Originally Posted by berlowin

Thanks for your support anomie, i will reply you soon after i test it on my gateway.

Cool - thanks for following up.

BTW, I do not really use chat clients. It's generally better to just post your questions here on the forums.

[berlowin]

Hi anomie,

The rule that you have told me is working, but what i want is icmptypes 128 (not 129)...

Because when I put 129, my gateway can't ping to anywhere.

Referred to IANA specification for icmptypes in IPv6:
- 128 means echo request
- 129 means echo reply

So, the best rule for my gateway is to implement 128.

This is my Rules:

cmd6="ip6fw -q add"

$cmd6 check-state
$cmd6 00501 allow ipv6-icmp from 2001::6:111 to any in icmptypes 128 via ed0
$cmd6 00502 deny ipv6-icmp from any to any in icmptypes 128 via ed0

Notes:
The word "me" is not used again in the ipv6. do you know why? because when i changed the word "any" to "me", the rule didn't work.

LAst question:
I don't know the rules to block ssh and telnet. I've already done this:
$cmd6 00503 allow tcp from 2001::6:111 to any 22,23 in via ed0

But after i display the ip6fw list, i didn't find the rules for blocking ssh and telnet.

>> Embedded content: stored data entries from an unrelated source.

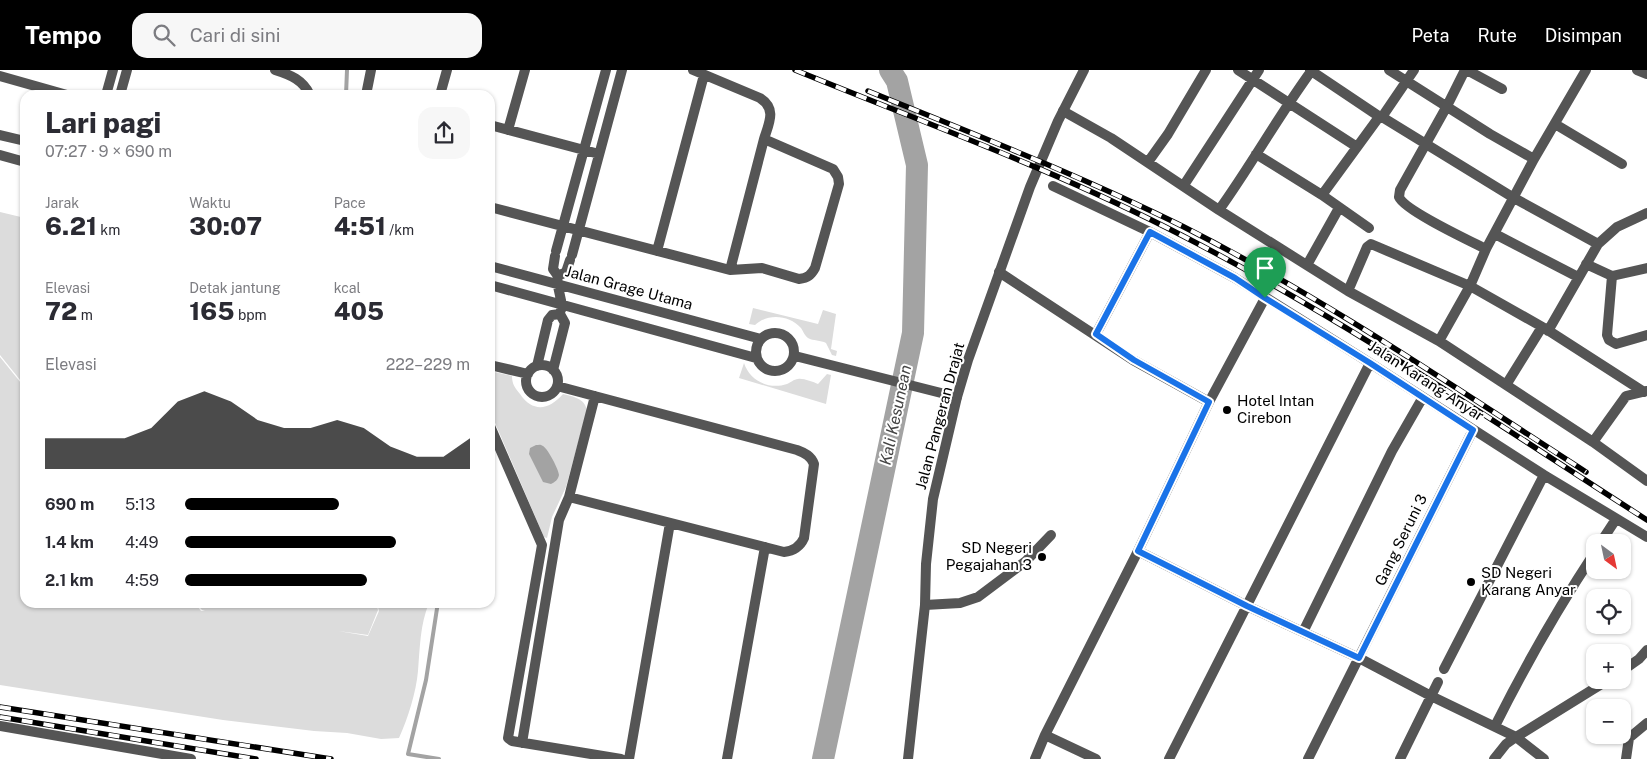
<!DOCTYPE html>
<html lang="id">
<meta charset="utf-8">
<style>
body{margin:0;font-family:"Public Sans",sans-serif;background:#f7f7f7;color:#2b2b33;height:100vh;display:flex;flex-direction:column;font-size:19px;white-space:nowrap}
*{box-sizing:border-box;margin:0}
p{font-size:16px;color:#7c7c81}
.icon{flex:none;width:28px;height:28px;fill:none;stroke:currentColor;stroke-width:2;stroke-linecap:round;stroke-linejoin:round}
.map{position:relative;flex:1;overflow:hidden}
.sheet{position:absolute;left:20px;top:20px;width:475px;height:518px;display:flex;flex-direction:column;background:#fff;border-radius:15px;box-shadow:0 1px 4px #0004}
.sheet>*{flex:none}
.needle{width:32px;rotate:147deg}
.controls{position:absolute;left:1586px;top:464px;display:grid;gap:10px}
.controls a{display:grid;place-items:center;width:45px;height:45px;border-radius:10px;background:#fff;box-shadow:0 1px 4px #0004;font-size:25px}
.pin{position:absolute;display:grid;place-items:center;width:42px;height:42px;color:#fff;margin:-51px -21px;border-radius:50% 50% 50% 0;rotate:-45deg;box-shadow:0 0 5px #0007}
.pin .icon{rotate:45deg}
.round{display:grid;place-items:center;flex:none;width:52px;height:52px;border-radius:15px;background:#f7f7f7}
.overview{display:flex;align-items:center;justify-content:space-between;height:85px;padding:0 25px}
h1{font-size:28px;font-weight:800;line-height:38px}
.stats{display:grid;grid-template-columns:repeat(3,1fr);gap:8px;height:85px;padding:5px 25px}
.stats div{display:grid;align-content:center}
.stats b{font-size:25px;font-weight:800}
.stats small{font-size:14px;font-weight:400}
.stats p{font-size:14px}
.chart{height:140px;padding:10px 25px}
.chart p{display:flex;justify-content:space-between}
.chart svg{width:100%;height:90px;margin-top:5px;fill:#000;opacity:.7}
ul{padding:0 25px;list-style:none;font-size:16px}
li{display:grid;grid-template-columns:80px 60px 1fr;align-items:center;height:38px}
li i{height:12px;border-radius:6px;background:#000}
header{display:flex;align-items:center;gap:30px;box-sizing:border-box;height:70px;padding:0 25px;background:#000;color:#fff}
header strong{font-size:24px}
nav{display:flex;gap:28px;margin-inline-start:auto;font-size:18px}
.search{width:350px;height:45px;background:#f7f7f7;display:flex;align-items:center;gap:12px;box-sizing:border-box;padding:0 18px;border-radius:15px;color:#7c7c81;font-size:19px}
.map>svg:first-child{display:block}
.green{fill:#dcdcdc}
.water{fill:#a3a3a3}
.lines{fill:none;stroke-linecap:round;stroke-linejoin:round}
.stream{stroke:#a3a3a3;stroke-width:4}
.river{stroke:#a3a3a3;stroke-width:22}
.minor{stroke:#555;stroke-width:10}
.tertiary{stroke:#555;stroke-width:10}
.rail-casing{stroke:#000;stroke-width:5.5}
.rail{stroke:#fff;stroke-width:4;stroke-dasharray:11;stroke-linecap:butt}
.route-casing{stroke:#fff;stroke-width:10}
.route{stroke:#1a73e8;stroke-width:6}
.poi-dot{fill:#000;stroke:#fff;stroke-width:2}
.labels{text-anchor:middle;stroke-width:4;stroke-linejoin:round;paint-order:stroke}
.street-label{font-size:15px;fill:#000;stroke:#fff}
.poi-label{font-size:15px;fill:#000;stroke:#fff;text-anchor:start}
.water-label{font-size:16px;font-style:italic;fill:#444;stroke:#fff}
</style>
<header>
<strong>Tempo</strong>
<div class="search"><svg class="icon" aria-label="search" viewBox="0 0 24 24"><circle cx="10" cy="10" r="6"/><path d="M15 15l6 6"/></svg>Cari di sini</div>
<nav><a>Peta</a><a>Rute</a><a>Disimpan</a></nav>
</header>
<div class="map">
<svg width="1647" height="689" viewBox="0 0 1647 689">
<rect width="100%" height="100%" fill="#fff"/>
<path class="green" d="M0 142 25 148V316L0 285Z
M753 238 818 254 823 240 836 244 831 279 837 281 836 286 832 285 826 273C821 270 813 271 808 268 805 266 803 261 801 258 789 245 768 243 755 255L749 254Z
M0 287 25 318V532L195 533 201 541H205L202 540 196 533H376L378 540 368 565 338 561 368 566 379 541 377 533H429C420 555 420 577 418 601 416 623 408 648 399 668L381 669 347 663 314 661 223 650 0 615Z
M744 293C750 311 769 320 787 314 790 313 794 309 798 309 803 308 813 312 818 314L827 304 831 305 826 334 739 308Z
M490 301 512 306C512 314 515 318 520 324 533 343 549 340 563 324 574 327 584 328 587 340L566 417 552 447 547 468 544 467 490 341Z"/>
<path class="water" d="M536 375C539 375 540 374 543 376 548 379 559 400 559 405 558 410 555 412 551 414L543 412 529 384 530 378Z"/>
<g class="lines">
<path class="stream" d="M346 25 347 0
M438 532 426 610 408 684 439 689"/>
<path class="river" d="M823 689 913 263 917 95 897 11 890 0"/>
<path class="minor" d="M275 0C291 5 303 10 310 25
M1238 0 1357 77
M1310 0 1380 47
M1389 0 1490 64 1534 89
M1465 0 1447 36 1400 120 1399 127C1404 140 1470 171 1486 179
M1467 0 1502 19
M1637 0 1647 4
M0 6 67 25
M106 25 113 0
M120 25 127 0
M366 25 371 0
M440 25 447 0
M1063 41 1111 68 1219 140 1348 221 1439 271 1593 372 1647 411
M1382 47 1414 0
M1555 54 1622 94
M490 55 599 84
M508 60 525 0
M0 65 25 71
M1256 84 1322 125 1369 158
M0 85 25 92
M1148 92 1168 64 1206 0
M1184 115 1259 0
M1053 116 1150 162 1235 208 1370 293 1544 405 1647 467
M1322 125 1379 47H1382L1514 128 1598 174
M490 137 730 200 762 198 799 209C808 208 811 205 815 198L839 114 838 107 833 99 764 69C769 53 777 39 760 28L693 0
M1219 140C1252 94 1279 45 1312 0
M1495 164 1578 207
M556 181 606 0
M657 181 704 5
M572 185 622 0
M555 186 553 199 558 206
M1586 194 1612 206 1647 198
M1307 195 1339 138
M490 196 761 269
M730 200 764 69
M999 202 1133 290 1209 332
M558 206C555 218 564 229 561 240
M558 206 566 202 570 190
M1612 206 1607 265 1609 270 1616 274 1647 265
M490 215 756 288
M1348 221 1367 177 1371 174 1470 216 1546 259 1644 322
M1548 261 1598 174 1617 157 1647 143
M756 282a19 19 0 1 1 38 0a19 19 0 1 1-38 0Z
M1096 264 1150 162
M1439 271 1470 216 1486 179 1534 89 1586 0
M795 286 957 327
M490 295 528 304
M526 311a16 16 0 1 1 32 0a16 16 0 1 1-32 0Z
M537 296 548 250 552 245 560 244
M553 300 565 253 560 244
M1506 315 1542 257
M557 316 797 380C805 383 811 386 814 394L804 468C800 477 793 481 784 482L569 427
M490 356 542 475 508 668 512 671 621 689
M1593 372 1626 326 1646 321
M1601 472 1616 449
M1138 481 1247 536 1359 588 1431 626 1516 667 1544 689
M925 535 960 533 978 527 1026 491 1051 465
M1303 562 1392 381 1423 327
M1444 599 1544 405
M0 656 191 689
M1495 656C1525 596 1558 538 1595 482
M1045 665 1096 689
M522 673 559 450 569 427 595 326
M629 689 670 453
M727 689 765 477
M1035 689 1045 665 1138 481 1209 332 1265 228
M1169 689 1370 293
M1308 689 1473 360
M1400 689 1438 612
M1626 689 1629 668 1647 653"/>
<path class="tertiary" d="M1622 601 1639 589 1647 580
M908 689 925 535 926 494 933 429 957 327 968 290 1030 117 1058 51 1084 0
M1494 689 1506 674 1516 667 1608 610"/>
<g class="rail-casing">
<path id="rail" d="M795 0C925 53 1058 101 1183 166 1344 249 1494 352 1647 450
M868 21C974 64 1081 106 1184 157 1324 228 1454 317 1586 402
M0 637 331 689
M0 647 256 689"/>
</g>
<use href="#rail" class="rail"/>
</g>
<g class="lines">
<g class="route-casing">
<path id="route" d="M1150 162 1235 208 1265 228 1370 293 1473 360 1359 588 1247 536 1138 481 1209 332 1134 290 1096 264Z"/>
</g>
<use href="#route" class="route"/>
</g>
<g class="poi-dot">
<circle cx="1227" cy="340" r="5"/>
<circle cx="1042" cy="487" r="5"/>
<circle cx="1471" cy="512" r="5"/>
</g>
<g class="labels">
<g class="street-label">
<text transform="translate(629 218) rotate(15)" y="5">Jalan Grage Utama</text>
<text transform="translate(1426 311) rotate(33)" y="5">Jalan Karang Anyar</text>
<text transform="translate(940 346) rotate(-75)" y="5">Jalan Pangeran Drajat</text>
<text transform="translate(1401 470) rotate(-64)" y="5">Gang Seruni 3</text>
</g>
<g class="poi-label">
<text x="1237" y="336">Hotel Intan<tspan x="1237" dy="17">Cirebon</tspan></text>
<text x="1032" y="483" text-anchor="end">SD Negeri<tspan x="1032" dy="17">Pegajahan 3</tspan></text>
<text x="1481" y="508">SD Negeri<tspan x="1481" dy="17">Karang Anyar</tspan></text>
</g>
<g class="water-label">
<text transform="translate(895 345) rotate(-78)" y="6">Kali Kesunean</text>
</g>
</g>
</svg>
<div class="controls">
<a><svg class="needle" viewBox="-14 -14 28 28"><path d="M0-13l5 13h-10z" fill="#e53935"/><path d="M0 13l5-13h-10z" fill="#7c7c81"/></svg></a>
<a><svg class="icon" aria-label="locate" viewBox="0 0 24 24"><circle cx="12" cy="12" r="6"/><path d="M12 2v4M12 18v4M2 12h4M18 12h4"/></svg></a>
<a>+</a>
<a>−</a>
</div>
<div class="pin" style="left:1265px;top:228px;background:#1e9e55"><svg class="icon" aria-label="arrive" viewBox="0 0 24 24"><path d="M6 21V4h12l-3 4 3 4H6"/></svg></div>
<section class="sheet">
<div class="overview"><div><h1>Lari pagi</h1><p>07:27 · 9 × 690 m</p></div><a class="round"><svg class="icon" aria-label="share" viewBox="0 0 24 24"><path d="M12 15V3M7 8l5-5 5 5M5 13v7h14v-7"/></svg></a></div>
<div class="stats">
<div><p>Jarak</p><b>6.21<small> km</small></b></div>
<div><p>Waktu</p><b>30:07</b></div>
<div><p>Pace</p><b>4:51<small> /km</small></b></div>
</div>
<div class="stats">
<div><p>Elevasi</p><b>72<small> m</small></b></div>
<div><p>Detak jantung</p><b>165<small> bpm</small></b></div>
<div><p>kcal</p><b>405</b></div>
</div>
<div class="chart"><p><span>Elevasi</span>222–229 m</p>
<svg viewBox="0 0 160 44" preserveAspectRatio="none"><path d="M0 44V29L10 29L20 29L30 29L40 24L50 11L60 6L70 11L80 20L90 24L100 24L110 20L120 24L130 33L140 38L150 38L160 29V44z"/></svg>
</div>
<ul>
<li><b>690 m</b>5:13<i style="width:54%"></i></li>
<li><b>1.4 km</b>4:49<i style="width:74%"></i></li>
<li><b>2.1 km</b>4:59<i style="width:64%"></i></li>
</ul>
</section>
</div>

Thanks for your attention.

[anomie]

Quote:

Originally Posted by berlowin

The word "me" is not used again in the ipv6. do you know why? because when i changed the word "any" to "me", the rule didn't work.

I don't see the me keyword/alias documented in the ip6fw(8) manpages. It is documented in the ipfw(8) manpages.

Quote:

Originally Posted by berlowin

I don't know the rules to block ssh and telnet. I've already done this:
$cmd6 00503 allow tcp from 2001::6:111 to any 22,23 in via ed0

But after i display the ip6fw list, i didn't find the rules for blocking ssh and telnet.

Is that a typo? Your allow rule is not going to block anything.

[berlowin]

Quote:

Originally Posted by anomie

Is that a typo? Your allow rule is not going to block anything.

Sorry, it's not typo but not completed. this is the complete rules:

$cmd6 00503 allow tcp from 2001::6:111 to any 22,23 in via ed0
$cmd6 00504 deny tcp from any to any 22,23 in via ed0

And the output of ip6fw list didn't show anything related to ssh and telnet.

[anomie]

I don't see anything obviously syntactically wrong with those rules. Some questions are: 1) do those commands to ip6fw cause an error; 2) when you list your ruleset, do you see rule numbers 503 and 504 (instead of looking for ssh/telnet rules)?